Intanto la gente è stufa di balle, d’essere
presa in giro e tartassata, stanca di disoccupazione e di recessione,
imputabili, in definitiva, ai governanti e ai loro padroni dislocati in Europa
e in altri continenti. La trama sta venendo a galla. La rassegnazione della
maggioranza silenziosa giunge agli sgoccioli.

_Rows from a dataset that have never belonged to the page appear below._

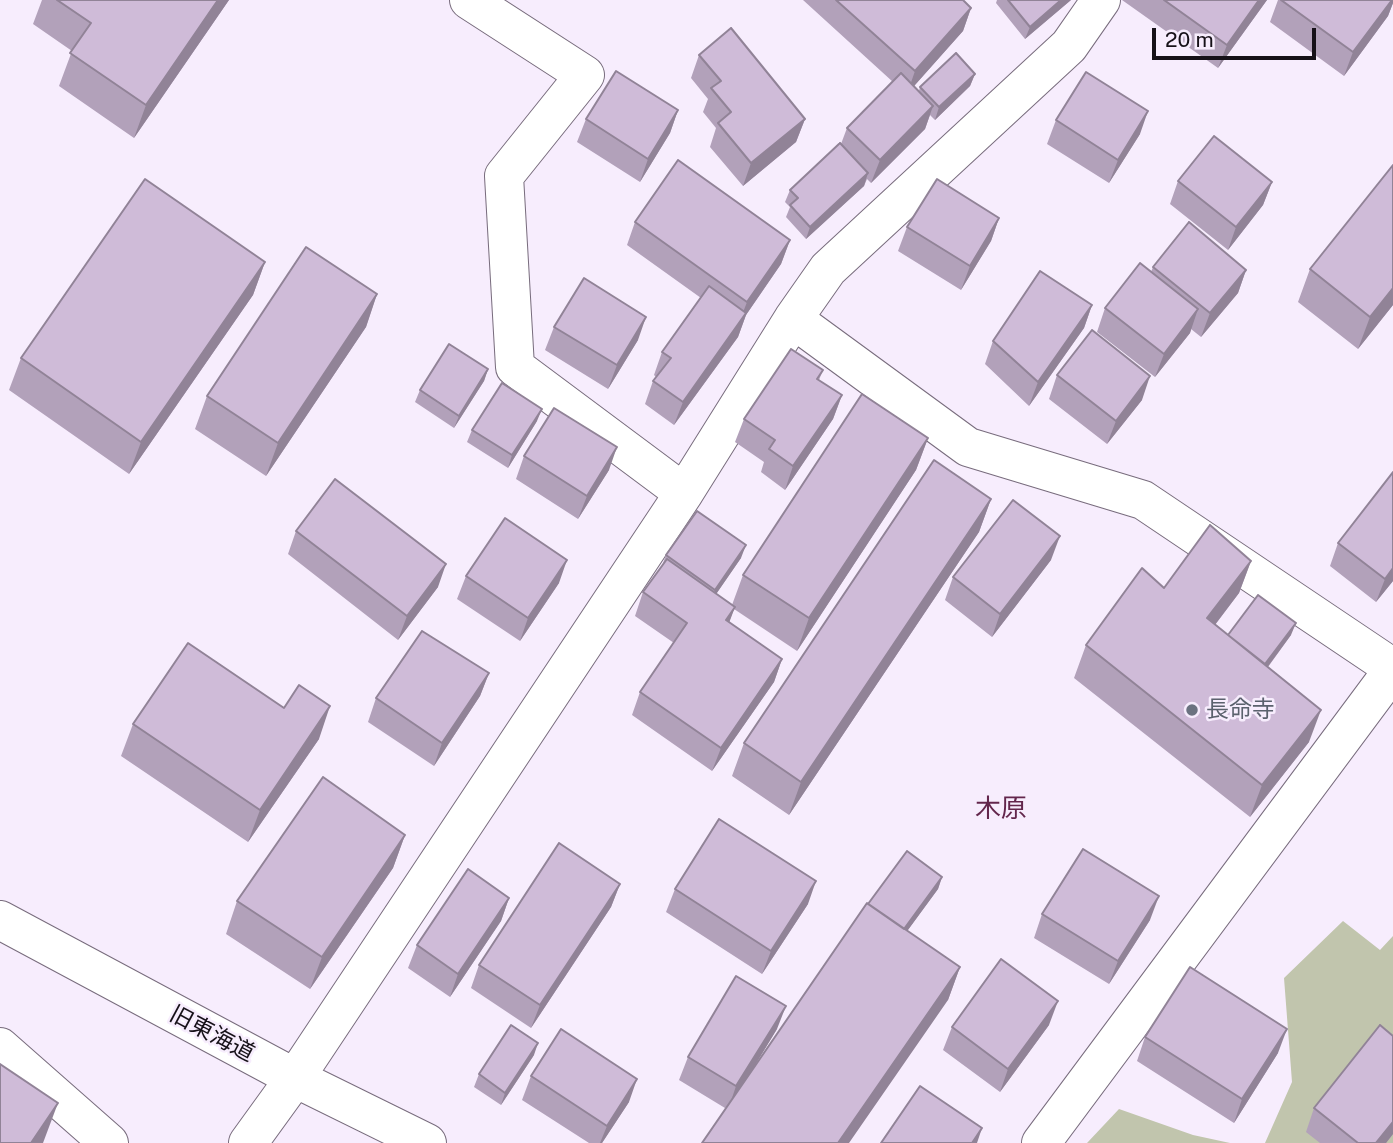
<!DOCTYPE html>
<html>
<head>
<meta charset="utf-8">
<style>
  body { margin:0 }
  #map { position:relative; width:1393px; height:1143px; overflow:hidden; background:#f7edfd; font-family:"Public Sans",sans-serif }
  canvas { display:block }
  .scale { position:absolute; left:1152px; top:28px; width:164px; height:32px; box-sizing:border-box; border:4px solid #161118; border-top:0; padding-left:9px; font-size:21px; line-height:24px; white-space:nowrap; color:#161118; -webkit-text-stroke:5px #f7edfd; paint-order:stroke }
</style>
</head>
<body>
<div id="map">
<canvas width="1393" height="1143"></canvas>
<div class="scale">20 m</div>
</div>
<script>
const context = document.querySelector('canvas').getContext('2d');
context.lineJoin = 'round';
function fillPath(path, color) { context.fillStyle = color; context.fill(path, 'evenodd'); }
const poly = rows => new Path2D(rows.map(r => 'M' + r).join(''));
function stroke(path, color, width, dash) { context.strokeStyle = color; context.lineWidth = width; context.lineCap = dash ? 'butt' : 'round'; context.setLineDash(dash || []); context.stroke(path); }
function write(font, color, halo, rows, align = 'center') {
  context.font = font + ' "Public Sans","Noto Sans JP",sans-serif'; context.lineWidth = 5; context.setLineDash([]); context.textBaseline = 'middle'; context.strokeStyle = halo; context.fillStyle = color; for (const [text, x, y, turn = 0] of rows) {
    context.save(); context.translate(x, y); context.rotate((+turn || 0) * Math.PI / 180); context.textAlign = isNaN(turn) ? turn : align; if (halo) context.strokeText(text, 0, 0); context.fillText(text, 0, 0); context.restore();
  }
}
fillPath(poly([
  [1343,921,1380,950,1393,936,1393,1143,1265,1143,1292,1082,1284,978],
  [1119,1109,1193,1135,1230,1143,1087,1143]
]), '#c1c5ad');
const minor = poly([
  [469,0,585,75,504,176,515,367,684,493],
  [793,319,968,447,1143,500,1393,668],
  [0,920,295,1078,427,1143],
  [248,1143,295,1078,684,493,793,319,828,269,1069,46,1101,0],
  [1041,1143,1393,670]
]);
const secondary = poly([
  [0,1047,109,1143]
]);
stroke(minor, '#786c7d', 40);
stroke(secondary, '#786c7d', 40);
stroke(minor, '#fff', 38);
stroke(secondary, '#fff', 38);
fillPath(poly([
  [42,0,229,0,134,138,59,86,72,51,33,24],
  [803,0,963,0,971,8,963,31,914,86,919,91,920,87,975,74,970,86,935,120,930,115,925,129,871,183,867,179,864,186,806,239,786,217,790,207,785,202,790,190,841,144,847,128,893,82],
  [997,0,1071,0,1025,39,996,3],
  [1122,0,1267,0,1218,68],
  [1278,0,1393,0,1393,3,1388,16,1344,76,1270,22],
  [699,55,805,119,796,142,743,186,710,147,716,128,703,112,708,99,691,78],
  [678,110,670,133,640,182,577,142,586,119],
  [1056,120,1140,134,1109,183,1047,144],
  [1178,181,1272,182,1263,205,1228,250,1170,204],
  [999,218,991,241,961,290,898,251,907,227],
  [635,222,790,240,781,264,746,315,738,337,674,425,645,404,653,381,656,377,654,375,662,352,701,298,627,245],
  [265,262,253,295,129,474,9,390,21,358],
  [1153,267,1246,270,1238,293,1201,337,1191,329,1190,333,1155,377,1097,332,1105,308,1151,272],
  [1310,269,1393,305,1358,349,1298,302],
  [377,294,366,327,266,476,195,429,207,396],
  [1092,305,1084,328,1029,406,985,364,993,341],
  [554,327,638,340,608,389,545,350],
  [488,369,484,381,454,428,415,402,420,390],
  [823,370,819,380,842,395,833,419,785,490,761,472,764,462,735,442,744,419],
  [1057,375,1142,400,1107,444,1049,399],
  [537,421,508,468,467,442,472,430],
  [928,438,916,470,797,651,734,609,729,622,782,659,774,682,712,771,632,715,640,692,674,643,635,616,643,592,662,566,666,555,741,558,716,594,732,605,743,575],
  [524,456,609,470,578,519,516,479],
  [991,499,979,532,789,815,732,776,744,743],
  [296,531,438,587,398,640,288,554],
  [1338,543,1393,581,1376,602,1330,566],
  [1051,560,992,637,945,600,953,577],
  [1251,561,1239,593,1215,625,1228,635,1291,635,1268,667,1309,742,1250,817,1074,678,1086,645,1164,588],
  [466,576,559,583,520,641,457,599],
  [489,673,480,696,434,766,368,722,376,698],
  [133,724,319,739,248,842,121,756],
  [405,835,393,868,310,989,226,934,237,901],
  [942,877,938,889,907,931,960,967,948,1000,725,1108,679,1080,688,1057,777,1029,753,1068],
  [620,884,611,907,531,1028,471,988,479,965],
  [675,889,808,904,762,974,666,912],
  [509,898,501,921,450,997,408,968,417,945],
  [1042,914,1150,920,1109,984,1034,938],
  [1049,1025,1000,1092,943,1050,952,1027],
  [1145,1037,1278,1053,1234,1123,1137,1061],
  [534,1055,501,1105,474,1087,479,1074],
  [531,1076,629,1102,602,1143,589,1143,522,1100],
  [1314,1108,1393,1134,1386,1143,1320,1143,1306,1132]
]), '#b2a1ba');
fillPath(poly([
  [218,0,229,0,134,138,146,105],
  [1061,0,1071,0,1025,39,1030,27],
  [1259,0,1267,0,1218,68,1227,45],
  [1392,0,1393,0,1393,3,1388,16,1344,76,1353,52],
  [971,8,963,31,907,94,915,71],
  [975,74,970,86,935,120,939,107],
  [933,106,925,129,871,183,880,160],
  [678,110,670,133,640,182,648,159],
  [1148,111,1140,134,1109,183,1118,160],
  [805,119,796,142,743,186,751,163],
  [868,173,864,186,806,239,810,227],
  [1272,182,1263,205,1228,250,1236,227],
  [999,218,991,241,961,290,970,266],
  [790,240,781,264,746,315,738,337,674,425,683,402,739,323,747,302],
  [265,262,253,295,129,474,141,442],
  [1246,270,1238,293,1201,337,1210,313],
  [1393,288,1393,305,1358,349,1370,317],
  [377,294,366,327,266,476,278,443],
  [1092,305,1084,328,1029,406,1038,382],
  [1198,309,1190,333,1155,377,1164,354],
  [646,317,638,340,608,389,617,365],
  [488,369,484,381,454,428,459,416],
  [1150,376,1142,400,1107,444,1116,421],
  [842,395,833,419,785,490,793,466],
  [542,409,537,421,508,468,512,455],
  [928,438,916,470,797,651,809,618],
  [617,447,609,470,578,519,587,496],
  [991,499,979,532,789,815,801,782],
  [1060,536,1051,560,992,637,1000,614],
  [746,545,741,558,710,603,715,590],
  [567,560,559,583,520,641,528,618],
  [1251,561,1239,593,1195,651,1207,618],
  [446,564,438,587,398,640,407,616],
  [1393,568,1393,581,1376,602,1385,579],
  [735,607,726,631,726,620],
  [1296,623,1291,635,1258,680,1262,667],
  [782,659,774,682,712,771,721,748],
  [489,673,480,696,434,766,442,743],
  [330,706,319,739,248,842,260,810],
  [1321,710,1309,742,1250,817,1262,785],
  [405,835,393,868,310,989,322,957],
  [942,877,938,889,897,945,901,933],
  [816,881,808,904,762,974,771,951],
  [620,884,611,907,531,1028,540,1005],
  [1159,896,1150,920,1109,984,1118,961],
  [509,898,501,921,450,997,458,974],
  [960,967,948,1000,849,1143,838,1143],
  [1058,1001,1049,1025,1000,1092,1008,1069],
  [786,1006,777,1029,728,1110,736,1086],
  [1287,1029,1278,1053,1234,1123,1242,1099],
  [538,1043,534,1055,501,1105,505,1093],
  [637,1079,629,1102,602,1143,600,1143,607,1126],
  [58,1103,43,1143,31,1143],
  [1393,1122,1393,1134,1386,1143,1376,1143],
  [982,1128,977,1143,972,1143]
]), '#918397');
const building = poly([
  [57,0,218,0,146,105,70,53,91,23,57,0],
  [836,0,963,0,971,8,915,71,836,0],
  [1008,0,1061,0,1030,27,1008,0],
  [1164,0,1259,0,1227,45,1164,0],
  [1281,0,1392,0,1353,52,1281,0],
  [731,28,805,119,751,163,718,123,731,112,711,88,721,81,699,55,731,28],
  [956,53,975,74,939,107,920,87,956,53],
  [616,71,678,110,648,159,586,119,616,71],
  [1086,72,1148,111,1118,160,1056,120,1086,72],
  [901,73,933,106,880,160,847,128,901,73],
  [1214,136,1272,182,1236,227,1178,181,1214,136],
  [840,143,868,173,810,227,790,205,798,198,790,190,840,143],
  [678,160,790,240,747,302,635,222,678,160],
  [1393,165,1393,288,1370,317,1310,269,1393,165],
  [145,179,265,262,141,442,21,358,145,179],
  [937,179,999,218,970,266,907,227,937,179],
  [1189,222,1246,270,1210,313,1153,267,1189,222],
  [306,247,377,294,278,443,207,396,306,247],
  [1140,263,1198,309,1164,354,1105,308,1140,263],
  [1040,271,1092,305,1038,382,993,341,1040,271],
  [584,278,646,317,617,365,554,327,584,278],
  [709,286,746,313,683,402,653,381,671,358,662,352,709,286],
  [1092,330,1150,376,1116,421,1057,375,1092,330],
  [449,344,488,369,459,416,420,390,449,344],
  [791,349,823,370,817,379,842,395,793,466,769,449,775,440,744,419,791,349],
  [502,383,542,409,512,455,472,430,502,383],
  [862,394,928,438,809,618,743,575,862,394],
  [554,408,617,447,587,496,524,456,554,408],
  [934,460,991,499,801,782,744,743,934,460],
  [1393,472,1393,568,1385,579,1338,543,1393,472],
  [335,479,446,564,407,616,296,531,335,479],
  [1013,500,1060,536,1000,614,953,577,1013,500],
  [697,511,746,545,715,590,666,555,697,511],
  [505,518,567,560,528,618,466,576,505,518],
  [1210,525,1251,561,1207,618,1321,710,1262,785,1086,645,1142,568,1164,588,1210,525],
  [667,559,735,607,726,620,782,659,721,748,640,692,687,623,643,592,667,559],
  [1258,595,1296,623,1265,664,1228,635,1258,595],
  [422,631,489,673,442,743,376,698,422,631],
  [188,643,284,708,299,685,330,706,260,810,133,724,188,643],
  [323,777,405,835,322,957,237,901,323,777],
  [719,819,816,881,771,951,675,889,719,819],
  [559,843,620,884,540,1005,479,965,559,843],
  [1083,849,1159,896,1118,961,1042,914,1083,849],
  [907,851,942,877,904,929,868,904,907,851],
  [468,869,509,898,458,974,417,945,468,869],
  [867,903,960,967,838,1143,702,1143,867,903],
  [1001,959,1058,1001,1008,1069,952,1027,1001,959],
  [1190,967,1287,1029,1242,1099,1145,1037,1190,967],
  [736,976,786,1006,736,1086,688,1057,736,976],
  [511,1025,538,1043,505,1093,479,1074,511,1025],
  [1380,1025,1393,1036,1393,1122,1376,1143,1358,1143,1314,1108,1380,1025],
  [561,1029,637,1079,607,1126,531,1076,561,1029],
  [0,1064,58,1103,31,1143,0,1143,0,1064],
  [920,1086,982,1128,972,1143,881,1143,920,1086]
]);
fillPath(building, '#cfbbd8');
stroke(building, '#918397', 2);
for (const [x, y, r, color] of [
  [1192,710,7,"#6b7280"]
]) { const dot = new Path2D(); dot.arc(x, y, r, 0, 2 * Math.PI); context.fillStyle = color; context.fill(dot); stroke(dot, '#f7edfd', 2.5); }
write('23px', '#5b616d', '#f7edfd', [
  ["長命寺",1206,710]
], 'left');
write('23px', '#161118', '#f7edfd', [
  ["旧東海道",212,1034,28]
]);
write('26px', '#63264c', '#f7edfd', [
  ["木原",1001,809]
]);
</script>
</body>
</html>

In Emilia, la Lega ha fatto centro, ha conquistato
il secondo posto, tuttavia i suoi voti sono diminuiti. Berlusconi naviga nella
tormenta a vele stracciate, dopo essersi appigliato a una gonnella e ai diritti
degli omosessuali, dopo aver posposto il diritto di Dio ai sondaggi d’opinione
per cui, dando una mano alla carrozza sodomitica, conserverebbe una miseria di
voti.
Dovunque
il guardo giro: “non c’è chi sia giusto, non c’è chi abbia intelligenza,
non c’è chi cerchi Dio; tutti sono usciti di strada, sono insieme diventati
inutili; non c’è chi faccia il bene, non ce n’è neppure uno. La loro gola è un
aperto sepolcro, tessono inganni con le loro lingue… non è dinnanzi ai loro
occhi il timore di Dio” (Rm. 3, 10-18); tutti sono tornati pagani, conformi
alla volontà dell’UE, che ha sradicato le sue radici cristiane, o, peggio,
tradiscono il Signore paganeggiando.
Eppure Dio domina immensamente nel panorama
funesto, resta in esso visibile, non già agli evanescenti uomini di buona volontà citati da Bergoglio e dai suoi immediati
predecessori, ma a quelli veri, sodi e fedeli.